Hey, kids, Jimmy the Fetus here, your guide to moral values in the Midwest, helping everyone see that what we learned in Sunday school really does matter.
A friend of mine was talking about some study in the news that said religion is "in the jeans," and I wasn't sure what she was talking about. I mean, some of the guys at church are obviously more interested in hitting on us than listening to what the pastor is saying. But our congregation has lots of not very young people, too, and they probably haven't got some in a really long time.
Your friend is referring to research suggesting that there may be genetic hard-wiring in our brains that predisposes us to a feeling of transcendence. It may be in our genes, in other words, to experience the classic ecstasy moment, which is then invariably taken to be of an external and supernatural source rather than an internal and chemical one. Now, take it from an embryo growin' so fast its genes and hormones are poppin' off like champagne corks at a shotgun wedding: The God gene at seven weeks is pumpin' go-juice like a firehose. But when it nearly sets me in orbit, I like to bring it back down with these words from the Bible: "Be wretched and mourn and weep. Let your laughter be turned to mourning and your joy to dejection." Sounds like the boys at the meeting-house could use a dose of that as well.
Got a moral quandary? E-mail Jimmy at firstname.lastname@example.org.
Backwash hears through the press grapevine that television reporters are still grumbling about KSHB Channel 41's coverage of the January 21 Cessna airplane crash in Overland Park.
The accident killed five, including three golf buddies on their way to a Florida tee time and a married pair of church leaders heading for a Bahamas cruise. The incident became even more newsworthy when it turned out that the plane had crashed into the home of former Royals pitcher Jason Grimsley.
Our press contacts tell us that Channel 41's Chris Hernandez pulled a neat stunt that day to get an exclusive that still has the other newsies steamed.
Hernandez found that a neighbor was first on the scene and had taken home video of the burning plane wreckage.
The video doesn't really appear to shed much, um, light on the situation, but in television, such imagery is ratings gold. Hernandez convinced the videographer to turn over his footage to Channel 41 -- and not to any of the other stations. The station paid the man $100 to lock in the exclusivity.
Channel 41 played up the footage in a big way.

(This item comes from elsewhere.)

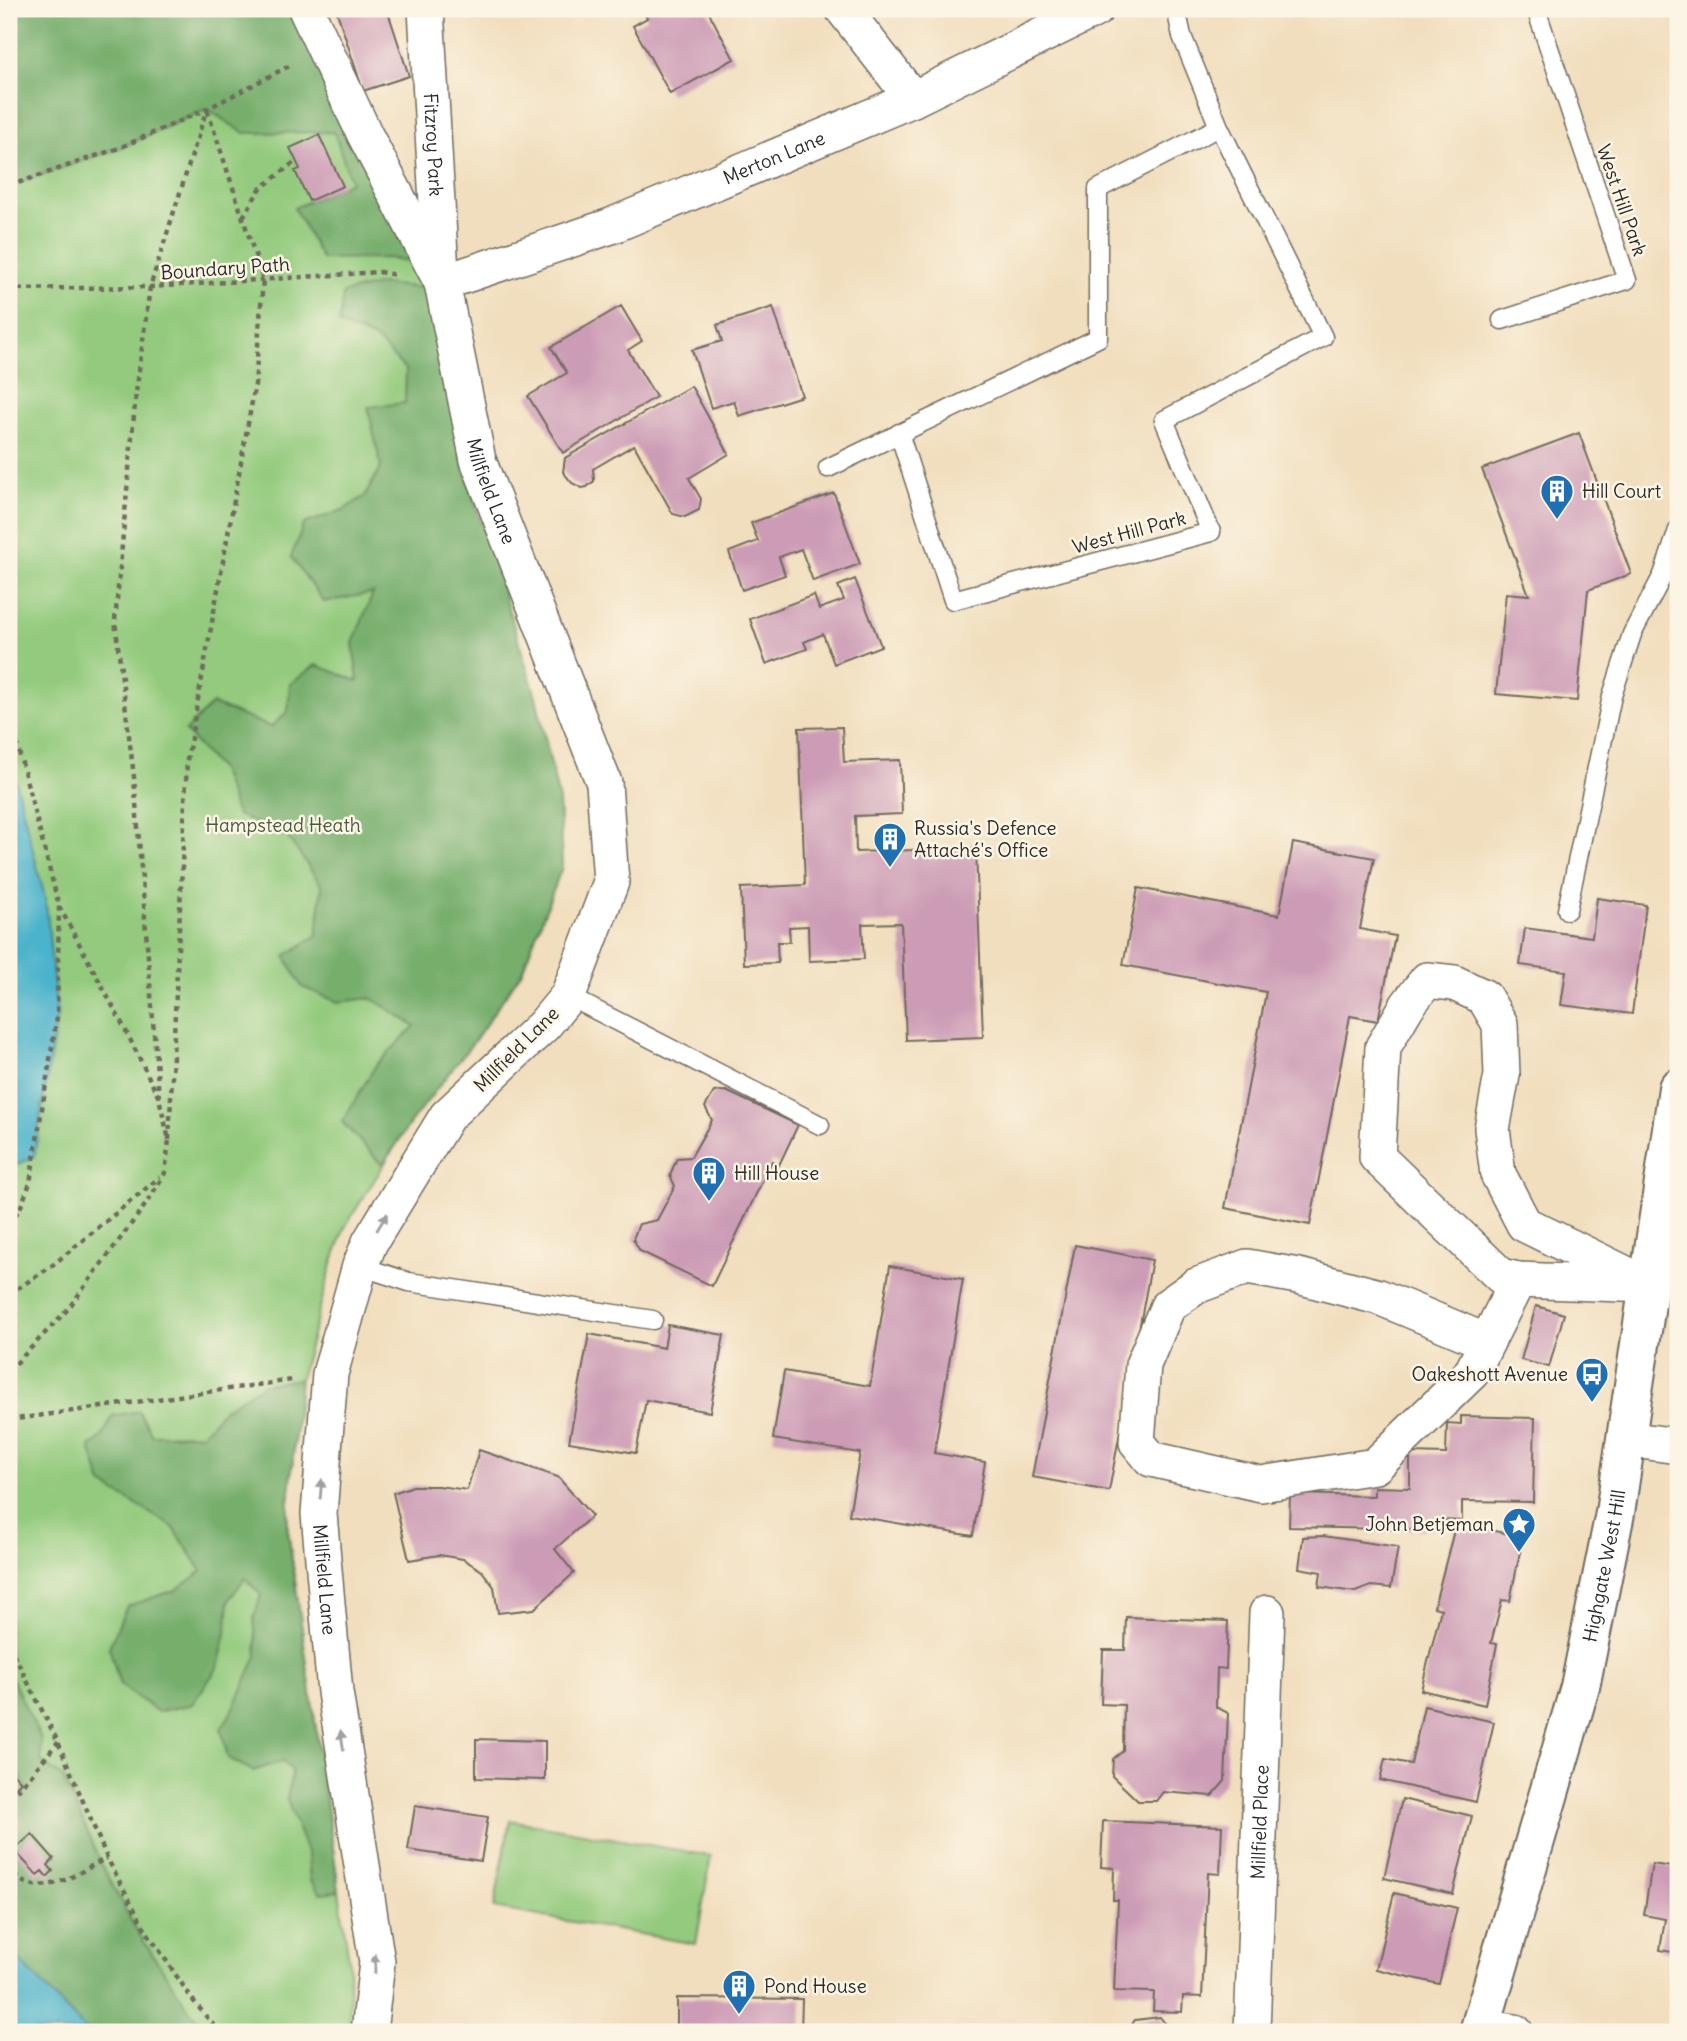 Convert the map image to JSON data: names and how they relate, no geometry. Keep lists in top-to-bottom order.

Even days later, when Hernandez was featured doing a minor follow-up story, the burning wreckage was played as a sort of icon (see the screen shot on this page).
Now, we were under the impression that all of the stations pay off folks to screw the other stations. But that's not so, we've been assured. Hernandez, we're told, stepped over a line. (Sheesh. We didn't even realize that local TV news had ethical constraints.)
Hernandez tells Backwash that he did pay the videographer a cool hundred to keep the tape from the other stations, but he explains that it was just like any other contract between a station and a freelance cameraperson, or "stringer."
"We offered to pay him a stringer fee for the video, and later he agreed to keep it exclusive for us for the first day," Hernandez tells us. "The fee was for the video, and he agreed to keep it exclusive because I was the first one to find him and he knew my work as a reporter."
Yeah, yeah, Chris. We're sure your reputation precedes you. But actual stringers -- rather than just awe-struck yokels with camcorders -- rarely sell their videos to just one station. Not when everyone in town is likely to pay just as much for the privilege. Why would a stringer turn down four paydays instead of just one?
But Chris reassures us that in the end, his stratagem has all worked out for the best.
"Our source says he'll donate the check to his church," he tells us.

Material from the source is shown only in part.